* Goal of the exercise
Find and copy the lines in the records beneath this task that contain the word "shadow".

* Saved data entries

'''

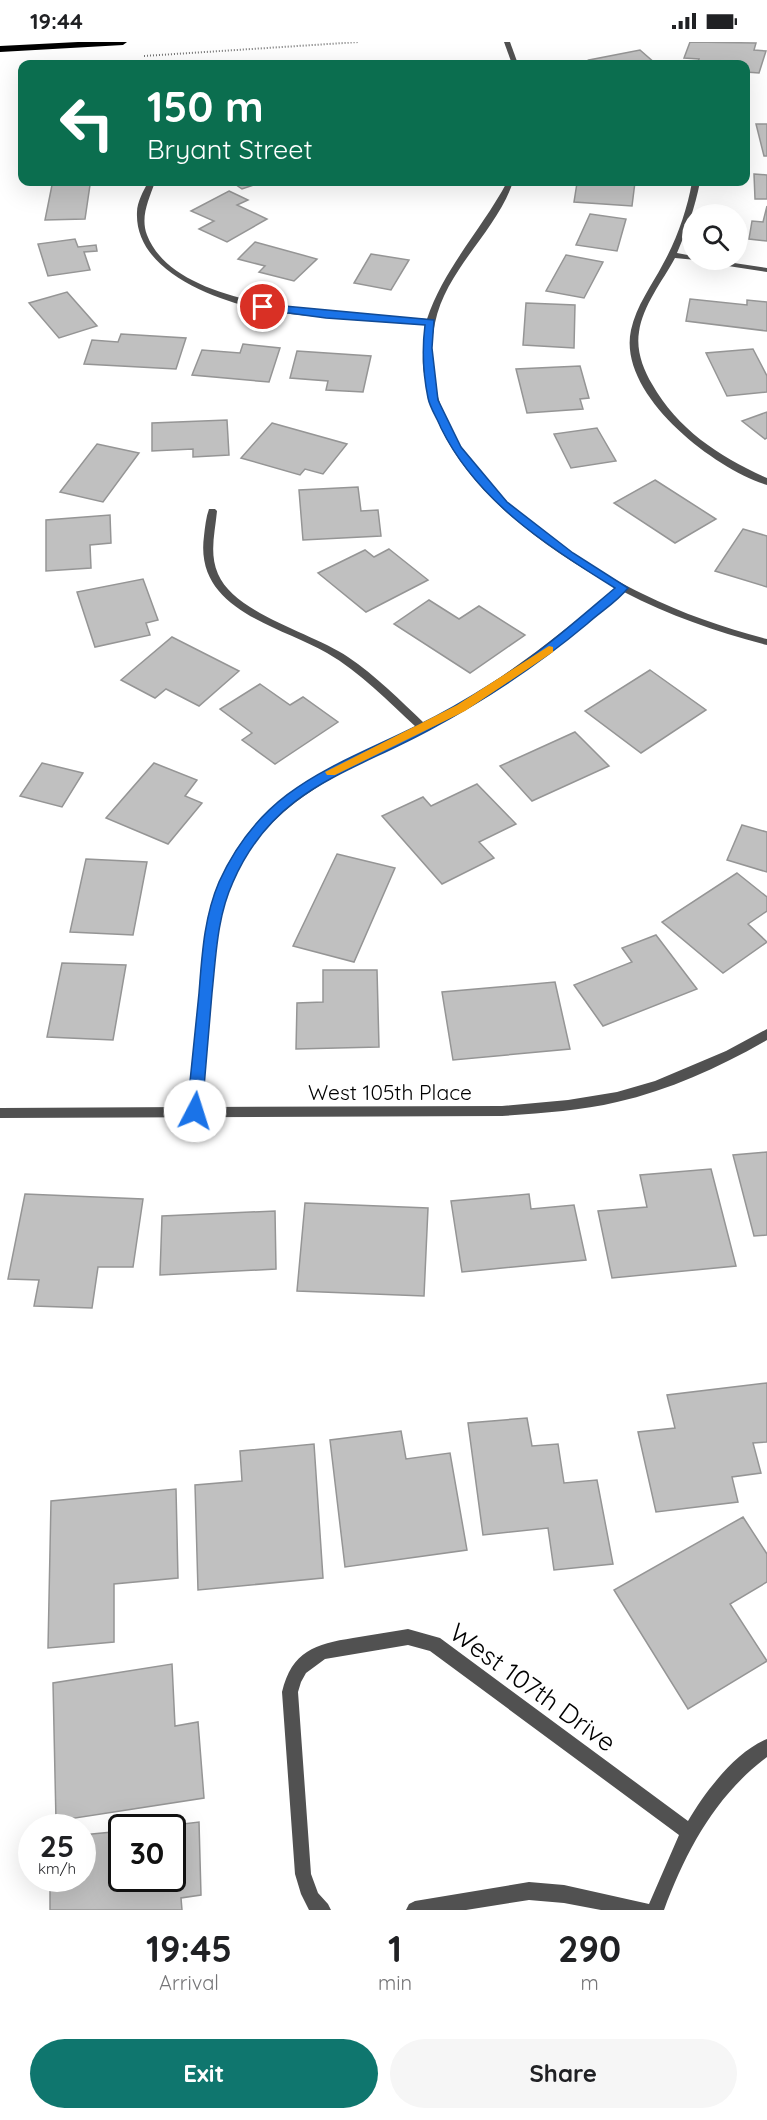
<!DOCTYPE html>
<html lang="en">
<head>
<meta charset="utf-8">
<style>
	body { margin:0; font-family:Quicksand,sans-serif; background:#f6f6f6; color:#202124; height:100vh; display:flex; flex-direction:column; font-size:22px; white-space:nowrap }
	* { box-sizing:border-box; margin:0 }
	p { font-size:20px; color:#757577 }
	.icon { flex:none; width:33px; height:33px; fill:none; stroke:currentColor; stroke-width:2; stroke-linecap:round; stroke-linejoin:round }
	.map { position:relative; height:1868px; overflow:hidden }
	.drawer { display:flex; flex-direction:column; background:#fff; flex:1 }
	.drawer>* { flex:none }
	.hud { position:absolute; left:18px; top:18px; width:732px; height:126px; border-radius:12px; box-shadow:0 6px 24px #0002; background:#0b6e4f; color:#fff; overflow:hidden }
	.fabs { position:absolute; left:682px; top:162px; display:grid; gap:12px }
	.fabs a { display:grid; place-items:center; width:66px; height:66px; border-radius:50%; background:#fff; box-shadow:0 6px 24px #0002; font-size:30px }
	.speed { position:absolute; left:18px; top:1772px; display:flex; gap:12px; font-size:30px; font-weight:700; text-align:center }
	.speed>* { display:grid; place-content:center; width:78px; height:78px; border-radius:50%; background:#fff; box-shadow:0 6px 24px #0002; line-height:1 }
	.speed small { font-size:15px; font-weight:400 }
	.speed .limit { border:3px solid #111; border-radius:9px; background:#fff; color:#111 }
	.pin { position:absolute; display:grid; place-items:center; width:51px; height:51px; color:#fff; margin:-26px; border:3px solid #fff; border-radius:50%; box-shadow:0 2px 6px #0007 }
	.me { position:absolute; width:66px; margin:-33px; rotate:5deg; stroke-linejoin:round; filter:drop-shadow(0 0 4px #0008) }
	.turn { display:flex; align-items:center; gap:21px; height:126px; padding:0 30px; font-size:27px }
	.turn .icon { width:78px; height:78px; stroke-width:2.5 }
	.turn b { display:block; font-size:42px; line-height:51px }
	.eta { display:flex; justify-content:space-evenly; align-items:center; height:102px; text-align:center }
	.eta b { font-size:36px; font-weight:800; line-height:42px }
	.primary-button { display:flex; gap:12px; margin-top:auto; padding:12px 30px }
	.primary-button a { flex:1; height:69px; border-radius:36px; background:#0f766e; color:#fff; font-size:24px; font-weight:800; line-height:69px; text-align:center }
	.primary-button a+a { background:#f6f6f6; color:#202124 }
	.status { display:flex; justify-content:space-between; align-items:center; height:42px; padding:0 30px; background:#fff; direction:ltr }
	.status svg { height:16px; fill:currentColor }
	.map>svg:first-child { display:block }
	.building { fill:#c0c0c0; stroke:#959595; stroke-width:1.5 }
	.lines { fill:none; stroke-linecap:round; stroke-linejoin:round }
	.path { stroke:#737373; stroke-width:2; stroke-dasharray:1 2; stroke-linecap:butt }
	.street { fill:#515151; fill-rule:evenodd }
	.primary { fill:#000; fill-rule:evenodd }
	.route { fill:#1a73e8; stroke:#114b97; stroke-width:1.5 }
	.slow { fill:#f59e0b }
	.labels { text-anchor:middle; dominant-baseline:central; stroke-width:5; stroke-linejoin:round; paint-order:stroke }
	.street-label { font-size:21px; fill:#000; stroke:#fff }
	.near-street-label { font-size:26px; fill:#000; stroke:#fff }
</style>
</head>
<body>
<div class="status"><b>19:44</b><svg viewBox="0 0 49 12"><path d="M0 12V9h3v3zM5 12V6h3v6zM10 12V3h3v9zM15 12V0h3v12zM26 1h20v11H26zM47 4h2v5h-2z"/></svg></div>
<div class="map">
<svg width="767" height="1868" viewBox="0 0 767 1868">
	<rect width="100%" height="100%" fill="#fff"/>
	<!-- building -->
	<g class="building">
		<polygon points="690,0 756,1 754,8 766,9 759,31 746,30 746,22 697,22 699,17 684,16"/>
		<polygon points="640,8 656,22 594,22 589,18"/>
		<polygon points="756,82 767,82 767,114 764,114"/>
		<polygon points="754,132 767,133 767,157 755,157"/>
		<polygon points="232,140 262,140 242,147"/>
		<polygon points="600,140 635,140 632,164 574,160 577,141 599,143"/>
		<polygon points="52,143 90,143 85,177 45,178"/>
		<polygon points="229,149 248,158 237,163 267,177 227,200 199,187 214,179 191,169"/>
		<polygon points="767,164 767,199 749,197 752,179 763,180"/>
		<polygon points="590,172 626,177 617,209 576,203"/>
		<polygon points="75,197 78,205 96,203 97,209 84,210 90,228 48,234 38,202"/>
		<polygon points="255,200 317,217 294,239 259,230 265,224 238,217"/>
		<polygon points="371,212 409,218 391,248 354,241"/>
		<polygon points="566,213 603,220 584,256 546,249"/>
		<polygon points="67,250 97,284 59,296 29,261"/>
		<polygon points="690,257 747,263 747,258 767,260 767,289 686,279"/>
		<polygon points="526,261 575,263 574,306 523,303"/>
		<polygon points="121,292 186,296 176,327 84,322 92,298 118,300"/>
		<polygon points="243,302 280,306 269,340 192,333 202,308 240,311"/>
		<polygon points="753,307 767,334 767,350 727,354 706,311"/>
		<polygon points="297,309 371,314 363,350 326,348 328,339 290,336"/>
		<polygon points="580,324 589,356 580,357 583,367 527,371 516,327"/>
		<polygon points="767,370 767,396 765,397 742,379"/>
		<polygon points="227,378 229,413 193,415 193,407 152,409 152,381"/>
		<polygon points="272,381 347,402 323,432 305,427 300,433 241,416"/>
		<polygon points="597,386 616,419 571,426 554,392"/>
		<polygon points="97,402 139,411 103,460 60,450"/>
		<polygon points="655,438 716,477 675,501 614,461"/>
		<polygon points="358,445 361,469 378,468 381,494 303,498 299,448"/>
		<polygon points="110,473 111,501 90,503 91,526 46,529 46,478"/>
		<polygon points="743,487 767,494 767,545 715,529"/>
		<polygon points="389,507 428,538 366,570 318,531 365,508 374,515"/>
		<polygon points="143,537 158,578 146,581 150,593 95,605 77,550"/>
		<polygon points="429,558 459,577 479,564 525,593 470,631 394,582"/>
		<polygon points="172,595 239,629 199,664 166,647 155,656 121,638"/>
		<polygon points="650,628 706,668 641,711 585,669"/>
		<polygon points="260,642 290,663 303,655 338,680 275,722 242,698 252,691 220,667"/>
		<polygon points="575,690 609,724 532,759 500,724"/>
		<polygon points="42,721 83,731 62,765 20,754"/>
		<polygon points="154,721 197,738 185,754 202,761 168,802 106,776"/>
		<polygon points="477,742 516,782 479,800 494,816 442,842 382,774 423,755 431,764"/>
		<polygon points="742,783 767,790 767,830 727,818"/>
		<polygon points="337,812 395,826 354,920 293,904"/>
		<polygon points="86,817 147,820 133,893 70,890"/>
		<polygon points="737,831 767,855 767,869 748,882 767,900 723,931 662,880"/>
		<polygon points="656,893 697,947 603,984 574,943 632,920 622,906"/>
		<polygon points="62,921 126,923 113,998 47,995"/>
		<polygon points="323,928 377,928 379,1005 296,1007 297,961 323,960"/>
		<polygon points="555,940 570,1007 453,1018 442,950"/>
		<polygon points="767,1110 767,1193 754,1194 733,1113"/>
		<polygon points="711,1127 736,1224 612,1236 598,1169 647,1165 640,1133"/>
		<polygon points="25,1152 143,1157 133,1225 98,1225 92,1266 34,1264 39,1238 8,1237"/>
		<polygon points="529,1152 531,1167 574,1163 586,1218 462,1230 451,1159"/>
		<polygon points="305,1161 428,1166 424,1254 297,1249"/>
		<polygon points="275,1169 276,1227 160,1233 162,1174"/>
		<polygon points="767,1341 767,1400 753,1401 761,1431 732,1435 738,1460 656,1470 638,1390 675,1386 667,1353"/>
		<polygon points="527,1376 532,1404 558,1402 564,1441 597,1438 613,1522 554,1528 548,1486 483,1493 468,1381"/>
		<polygon points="401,1389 406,1417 450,1411 467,1508 345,1525 330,1398"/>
		<polygon points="314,1402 323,1536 198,1548 195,1443 242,1439 240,1409"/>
		<polygon points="176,1447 178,1536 114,1542 114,1600 48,1606 51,1459"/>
		<polygon points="743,1475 767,1512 767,1540 730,1562 767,1619 688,1667 614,1548"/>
		<polygon points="172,1622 175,1684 198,1680 204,1756 56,1779 53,1641"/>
		<polygon points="199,1780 201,1853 181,1856 182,1868 50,1868 50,1836 82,1836 82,1793 122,1789 122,1836 172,1836 172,1785 158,1785"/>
	</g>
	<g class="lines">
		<!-- path -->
		<polyline class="path" points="144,14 359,0"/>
		<!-- street -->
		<g class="street">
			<polygon points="504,0 510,0 518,22 512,22"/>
			<path d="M148,140H155C149,157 140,175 147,193C178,273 356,271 427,277C444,226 482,187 507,140H513C496,190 446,227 435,281C408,404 548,506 643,552C683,572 725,586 767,597V603C717,590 670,574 624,550C574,592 523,634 467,667C380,719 278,739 231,840C217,870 216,906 212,938C208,980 205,1023 202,1065L502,1064L568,1058L617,1050L655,1039L726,1009L767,987V998C720,1025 670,1048 617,1060C580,1069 540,1071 502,1074L0,1076V1066L189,1065C192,1032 195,998 198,965C205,877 216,803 294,749C332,723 374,705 416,685C388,659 360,630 327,611C278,583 194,568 204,494C205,485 206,475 209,467H215L217,469C215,491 209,511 218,532C235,572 313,591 348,615C376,634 400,658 424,681C494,645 556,596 616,546C538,502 448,439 427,346C426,338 423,330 423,323C422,310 425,296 426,282C376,278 323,277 274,270C224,262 134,232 137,170C137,160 144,148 148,140Z"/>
			<path d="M692,140H700C695,165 687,188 677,211L693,214V218H696L675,216C662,240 643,263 639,290C636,308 643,327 652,342C678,388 720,415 767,436V443C713,426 617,352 631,288C636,264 652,243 663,222C677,197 687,168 692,140Z"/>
			<polygon points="698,218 714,218 767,226 767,230 702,220"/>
			<path d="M408,1587L440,1596L688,1779C705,1750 735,1710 767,1697V1715C715,1754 686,1809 664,1868H601L564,1861L529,1858L466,1868H406L409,1862L415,1859L529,1840L564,1843L649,1862L679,1793L430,1609L408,1603L325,1617L306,1631L301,1640L298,1650L311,1832L318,1851L328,1862L331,1868H309L301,1852L295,1832L282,1650C292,1609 315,1602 353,1596C371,1593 390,1590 408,1587Z"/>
		</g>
		<!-- primary -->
		<polygon class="primary" points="78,0 127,0 123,3 0,10 0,4"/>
	</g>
	<!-- route -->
	<path class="route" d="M263,262L434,278L432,306L438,358L461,405L507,460L573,511L628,546C617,560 600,570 587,582C538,623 485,658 429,688C348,732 274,746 233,840C217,875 216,914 212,951C209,990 205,1030 202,1069L195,1075L187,1069C191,1030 195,990 199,951C202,913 204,875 219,840C262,745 332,726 417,684C444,671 471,655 496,639C539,612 577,578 615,546C548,505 477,459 441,386C437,376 430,366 428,356C423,332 422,307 425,283L326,276L259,267V263Z"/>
	<!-- slow -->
	<polygon class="slow" points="549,604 553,605 553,610 465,669 335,733 327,733 325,730 457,663"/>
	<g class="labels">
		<!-- street labels -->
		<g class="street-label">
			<text x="390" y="1050">West 105th Place</text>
		</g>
		<!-- near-street labels -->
		<g class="near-street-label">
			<text transform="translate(533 1645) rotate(36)">West 107th Drive</text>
		</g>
	</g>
</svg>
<div class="fabs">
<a><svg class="icon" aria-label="search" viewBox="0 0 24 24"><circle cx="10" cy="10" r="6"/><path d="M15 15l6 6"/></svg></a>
</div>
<div class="speed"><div>25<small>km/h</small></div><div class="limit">30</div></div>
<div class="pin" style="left:263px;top:265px;background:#d93025"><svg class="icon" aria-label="arrive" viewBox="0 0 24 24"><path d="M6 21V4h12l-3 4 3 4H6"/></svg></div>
<svg class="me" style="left:195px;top:1069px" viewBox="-20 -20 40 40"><circle r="19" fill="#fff"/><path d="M0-13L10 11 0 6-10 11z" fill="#1a73e8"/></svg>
<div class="hud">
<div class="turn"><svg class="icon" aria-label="left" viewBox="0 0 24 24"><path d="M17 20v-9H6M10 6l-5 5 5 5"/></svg><div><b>150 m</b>Bryant Street</div></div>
</div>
</div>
<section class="drawer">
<div class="eta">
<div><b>19:45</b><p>Arrival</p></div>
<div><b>1</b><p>min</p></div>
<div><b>290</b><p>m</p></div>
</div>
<div class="primary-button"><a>Exit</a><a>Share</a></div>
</section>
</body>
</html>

'''

* Response to the task
	.hud { position:absolute; left:18px; top:18px; width:732px; height:126px; border-radius:12px; box-shadow:0 6px 24px #0002; background:#0b6e4f; color:#fff; overflow:hidden }
	.fabs a { display:grid; place-items:center; width:66px; height:66px; border-radius:50%; background:#fff; box-shadow:0 6px 24px #0002; font-size:30px }
	.speed>* { display:grid; place-content:center; width:78px; height:78px; border-radius:50%; background:#fff; box-shadow:0 6px 24px #0002; line-height:1 }
	.pin { position:absolute; display:grid; place-items:center; width:51px; height:51px; color:#fff; margin:-26px; border:3px solid #fff; border-radius:50%; box-shadow:0 2px 6px #0007 }
	.me { position:absolute; width:66px; margin:-33px; rotate:5deg; stroke-linejoin:round; filter:drop-shadow(0 0 4px #0008) }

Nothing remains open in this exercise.